For anyone interested in why the antibiotics market has broken down, the report’s analysis provides a great short course. For instance, it pinpoints the mismatch between R&D investment and recouped costs, as in this graphic:
To counter grave multi-drug resistant threats, the report estimates that we need 15 new antibiotics over 10 years, of which four would have to be truly new formulas (two broad-spectrum, or capable of attacking a number of bacteria, and two narrow-spectrum), while the remainder could be incremental improvements on existing formulas. It estimates the effort would require between $16 billion and $37 billion over that decade—huge amounts, but as the report points out, the global market for antibiotics now earns $40 billion every year, while resistance costs just the United States $20 billion per year in excess healthcare costs.
The report recommends those funds—gathered from a mix of governments and companies—be spent in three ways: to support early-stage research with a “global innovation fund”; smooth the past from bench to product with middle-stage research partnerships; and guarantee a market for the drugs that result, by buying them from the companies via substantial up-front payments separate from any earnings the new drugs might produce.
That last proposal, which falls in a category of incentive known as “delinkages,” is bold, and likely to be controversial. The authors write:
Given the difficulty in significantly curtailing use while there is an incentive for drug companies to sell more drugs, and in the face of weak market incentives for private companies to undertake research into areas that society needs but that are not profitable, we believe that a successful intervention must partially or fully ‘de-link’ profit from sales. This means that one or several lump sums would be paid to the developer regardless of how many courses of drugs are sold.
The payments, they predict, could be up to $2 billion at a time.

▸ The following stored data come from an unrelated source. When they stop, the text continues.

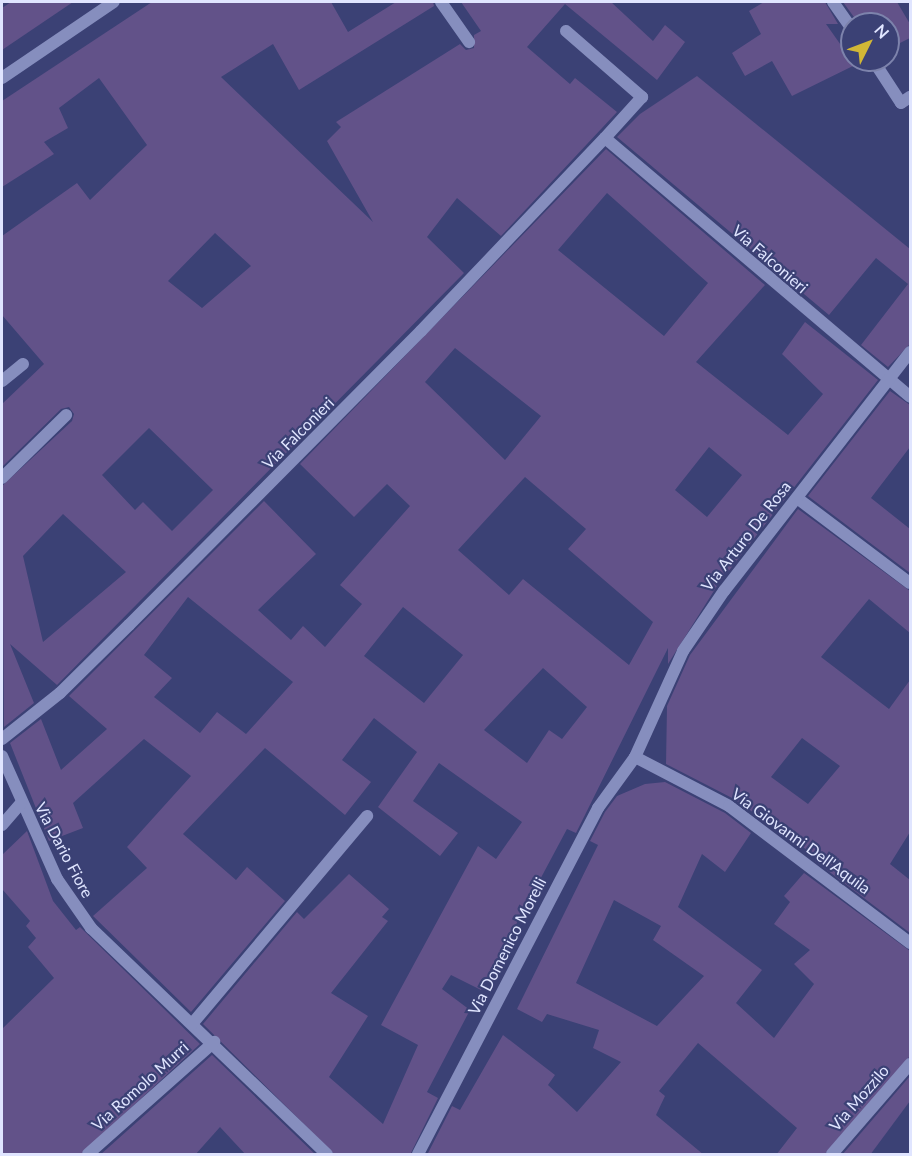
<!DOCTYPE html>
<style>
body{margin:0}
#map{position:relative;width:912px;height:1156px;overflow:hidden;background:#3b4175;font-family:Lato,sans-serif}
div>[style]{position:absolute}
.building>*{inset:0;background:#625289}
.street>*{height:12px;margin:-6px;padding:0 6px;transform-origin:6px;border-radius:6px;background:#868ebe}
span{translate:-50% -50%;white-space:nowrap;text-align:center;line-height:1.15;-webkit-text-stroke:4.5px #3b4175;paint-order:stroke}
.street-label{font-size:16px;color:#e0e5ff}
.frame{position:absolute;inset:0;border:3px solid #e0e5ff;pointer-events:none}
.north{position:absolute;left:840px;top:12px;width:60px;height:60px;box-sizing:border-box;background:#3b4175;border:2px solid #7d83ac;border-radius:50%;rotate:48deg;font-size:16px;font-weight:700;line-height:24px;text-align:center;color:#e0e5ff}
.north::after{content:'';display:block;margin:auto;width:21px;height:27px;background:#d2b736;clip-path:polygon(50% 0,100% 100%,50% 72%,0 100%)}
</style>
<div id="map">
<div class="building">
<div style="clip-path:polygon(11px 2px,73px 2px,2px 50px,2px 8px)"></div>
<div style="clip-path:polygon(evenodd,152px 2px,331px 2px,348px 32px,396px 2px,433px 2px,434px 6px,299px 90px,273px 44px,221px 77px,373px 222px,327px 141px,341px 127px,336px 122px,460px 44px,466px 50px,474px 48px,474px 35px,481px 31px,461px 2px,611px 2px,653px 41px,665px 25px,685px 42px,657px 80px,565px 4px,527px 47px,570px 84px,575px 78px,617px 112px,501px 236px,457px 198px,427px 237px,464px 273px,57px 685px,10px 644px,34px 703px,4px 727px,2px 486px,72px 421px,74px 414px,69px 407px,61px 409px,2px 467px,2px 404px,44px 364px,2px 315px,2px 236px,77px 183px,90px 200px,147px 145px,99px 78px,59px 108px,68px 128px,44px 142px,54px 154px,2px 187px,2px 101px,152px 2px,215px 233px,251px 266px,202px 308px,168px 281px,215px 233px,152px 2px,149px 428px,213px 490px,172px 531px,143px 502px,135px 510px,102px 475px,149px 428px,152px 2px,63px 514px,126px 572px,43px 642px,23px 556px,63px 514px)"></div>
<div style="clip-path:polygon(764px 2px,825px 2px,838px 24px,826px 24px,855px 65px,792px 96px,772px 61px,745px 76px,732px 53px,761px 34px,749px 11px)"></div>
<div style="clip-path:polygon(843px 2px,897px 2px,910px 24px,910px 38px,888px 49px,888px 24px,859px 24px)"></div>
<div style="clip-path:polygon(697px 76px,910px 249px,910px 344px,888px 367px,861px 345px,908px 284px,876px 258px,829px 315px,617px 137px,640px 114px)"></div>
<div style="clip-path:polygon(evenodd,606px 149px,765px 285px,696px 362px,788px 435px,823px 394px,782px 354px,805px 322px,878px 380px,717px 586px,668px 664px,668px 648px,576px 833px,567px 829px,481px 990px,451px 975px,442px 989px,470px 1010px,427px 1092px,438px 1098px,410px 1155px,335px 1155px,203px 1024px,297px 912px,304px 919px,349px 874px,389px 909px,382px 917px,388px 921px,331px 993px,368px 1016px,329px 1077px,383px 1124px,418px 1045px,381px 1025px,478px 846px,496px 859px,522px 822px,439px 763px,413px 801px,458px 833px,440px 856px,378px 807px,417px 752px,374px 718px,342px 760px,371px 782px,345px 815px,265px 748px,183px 834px,236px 880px,247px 867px,285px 901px,191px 1012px,93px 916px,147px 868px,127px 847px,191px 776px,144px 739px,73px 803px,83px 828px,49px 841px,10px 743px,41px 719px,61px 770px,107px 729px,69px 696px,264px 501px,316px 554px,258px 610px,291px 640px,303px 626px,325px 647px,362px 604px,340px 585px,410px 506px,387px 484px,354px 517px,300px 464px,606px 149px,607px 193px,708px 283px,664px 336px,558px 250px,607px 193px,606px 149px,455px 348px,541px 416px,505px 460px,425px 382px,455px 348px,606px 149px,709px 447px,742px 475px,707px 517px,675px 490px,709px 447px,606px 149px,525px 477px,586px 529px,568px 549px,653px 622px,629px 665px,523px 579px,509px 595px,458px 550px,525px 477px,606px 149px,188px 597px,293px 682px,246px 734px,217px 712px,200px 733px,154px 697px,172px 678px,144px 655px,188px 597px,606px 149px,403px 607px,463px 655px,424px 703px,364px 656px,403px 607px,606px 149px,543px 668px,587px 707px,562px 739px,549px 730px,527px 763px,484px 730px,543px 668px)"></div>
<div style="clip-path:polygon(890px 391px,910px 405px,910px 447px,871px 498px,910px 529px,910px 573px,808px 496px)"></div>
<div style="clip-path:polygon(evenodd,798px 509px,910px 591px,910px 633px,869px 599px,821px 657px,889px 709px,910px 680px,910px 832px,890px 864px,910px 880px,910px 933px,815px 861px,817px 857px,734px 799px,666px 764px,667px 706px,690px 655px,798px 509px,802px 738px,840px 766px,808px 804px,771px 777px,802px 738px)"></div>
<div style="clip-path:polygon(evenodd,665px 782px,725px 813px,751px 833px,725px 872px,702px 854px,678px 907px,762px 970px,736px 1003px,774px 1038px,814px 984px,794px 964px,810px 950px,774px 924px,790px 902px,784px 896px,804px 873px,910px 951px,910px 1056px,824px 1155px,776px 1155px,797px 1128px,698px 1043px,659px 1091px,665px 1096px,656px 1115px,704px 1155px,427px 1155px,452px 1106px,460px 1110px,503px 1035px,555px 1075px,548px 1085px,577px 1112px,621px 1062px,593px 1048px,599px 1030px,547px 1014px,542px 1022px,517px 1009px,598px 845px,590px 841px,605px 812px,617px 796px,645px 784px,665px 782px,614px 900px,661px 926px,653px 940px,704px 976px,657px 1026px,576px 983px,614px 900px)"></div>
<div style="clip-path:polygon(27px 831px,53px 901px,76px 930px,80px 927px,200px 1044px,80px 1155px,2px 1155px,2px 1029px,54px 978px,28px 947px,36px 938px,26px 926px,30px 921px,2px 889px,2px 855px)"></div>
<div style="clip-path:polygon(212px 1055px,316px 1155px,246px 1155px,220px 1127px,195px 1155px,100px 1155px)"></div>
<div style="clip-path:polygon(910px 1076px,910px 1101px,870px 1155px,842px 1155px)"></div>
</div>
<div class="street">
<div style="left:441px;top:2px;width:49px;rotate:55deg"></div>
<div style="left:833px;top:2px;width:33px;rotate:55deg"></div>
<div style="left:566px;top:31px;width:101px;rotate:41deg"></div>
<div style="left:642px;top:97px;width:55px;rotate:132.1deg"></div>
<div style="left:873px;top:60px;width:51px;rotate:56.9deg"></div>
<div style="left:901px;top:103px;width:11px;rotate:-34deg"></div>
<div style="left:2px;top:78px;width:135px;rotate:-34.2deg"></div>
<div style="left:2px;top:381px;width:27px;rotate:-39deg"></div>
<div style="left:2px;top:478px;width:90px;rotate:-44.5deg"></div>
<div style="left:797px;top:498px;width:141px;rotate:37deg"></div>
<div style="left:2px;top:739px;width:74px;rotate:-38.4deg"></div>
<div style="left:60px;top:693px;width:97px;rotate:-44.6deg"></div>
<div style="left:129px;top:625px;width:414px;rotate:-45.2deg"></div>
<div style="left:421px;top:331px;width:267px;rotate:-46.4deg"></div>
<div style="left:605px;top:138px;width:400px;rotate:40.3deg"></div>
<div style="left:2px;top:756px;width:135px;rotate:65.9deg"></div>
<div style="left:57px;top:879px;width:60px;rotate:55.2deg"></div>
<div style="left:91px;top:928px;width:327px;rotate:43.8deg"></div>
<div style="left:635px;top:757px;width:106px;rotate:27.5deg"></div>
<div style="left:729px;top:806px;width:227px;rotate:37.1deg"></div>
<div style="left:2px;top:825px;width:29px;rotate:-49deg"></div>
<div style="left:192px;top:1024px;width:272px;rotate:-49.9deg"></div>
<div style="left:88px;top:1154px;width:169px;rotate:-41.6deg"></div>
<div style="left:418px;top:1154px;width:390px;rotate:-62.5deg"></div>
<div style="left:598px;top:808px;width:63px;rotate:-54deg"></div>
<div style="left:635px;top:757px;width:116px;rotate:-65.6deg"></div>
<div style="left:683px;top:651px;width:73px;rotate:-55.7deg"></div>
<div style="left:724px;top:591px;width:303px;rotate:-52.1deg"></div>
<div style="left:832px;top:1154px;width:119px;rotate:-49.1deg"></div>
</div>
<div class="street-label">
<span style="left:770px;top:259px;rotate:41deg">Via Falconieri</span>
<span style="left:298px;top:433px;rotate:-45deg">Via Falconieri</span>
<span style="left:746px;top:536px;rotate:-52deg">Via Arturo De Rosa</span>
<span style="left:801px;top:841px;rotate:36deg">Via Giovanni Dell'Aquila</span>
<span style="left:64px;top:850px;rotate:62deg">Via Dario Fiore</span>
<span style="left:507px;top:946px;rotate:-63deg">Via Domenico Morelli</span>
<span style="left:140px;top:1086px;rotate:-42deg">Via Romolo Murri</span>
<span style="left:859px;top:1098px;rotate:-49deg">Via Mozzilo</span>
</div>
<div class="frame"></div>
<div class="north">N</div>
</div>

If that made you suck in your breath, you’re not alone. In a post, antibiotics consultant and former pharma executive Dr. David Shlaes (whose book Antibiotics: The Perfect Storm is an extended analysis of this market failure) applauds the first two measures and dismisses the third as a nonstarter. He writes that no government or nongovernmental body would be willing to take it on :
O’Neill suggests a global buyer provide somewhere in the range of $1-3 billion as an upfront payment for an appropriate new antibiotic. The global buyer, by such a purchase, would immediately provide a significant return on investment to the company that developed the antibiotic. The buyer would then distribute the drug according to demand and need and would monitor usage… The obvious problem with this is to try and designate such a global buyer who could actually coordinate distribution and use on a global scale. The only entities I know who come close to this are pharmaceutical companies… Governments are notoriously useless here to say nothing of WHO or the UN or the EU.
…the report is a good one in terms of the monetary figures proposed. [I]n terms of practical implementation, we seem to still be in Neverland.
Delinkages have received support from other analysts—but the key question, as Shlaes smartly points out, is who would actually write the check. Out of the large economies, the US and UK have shown the most policy interest in antibiotic resistance, and the most willingness to at least begin to combat it. But the UK has just elected a fiscally conservative government, and the US has an all-consuming election season beginning far too soon. It’s worth hoping that significant spending might be undertaken for this crucial public need. But it’s an open question whether it will.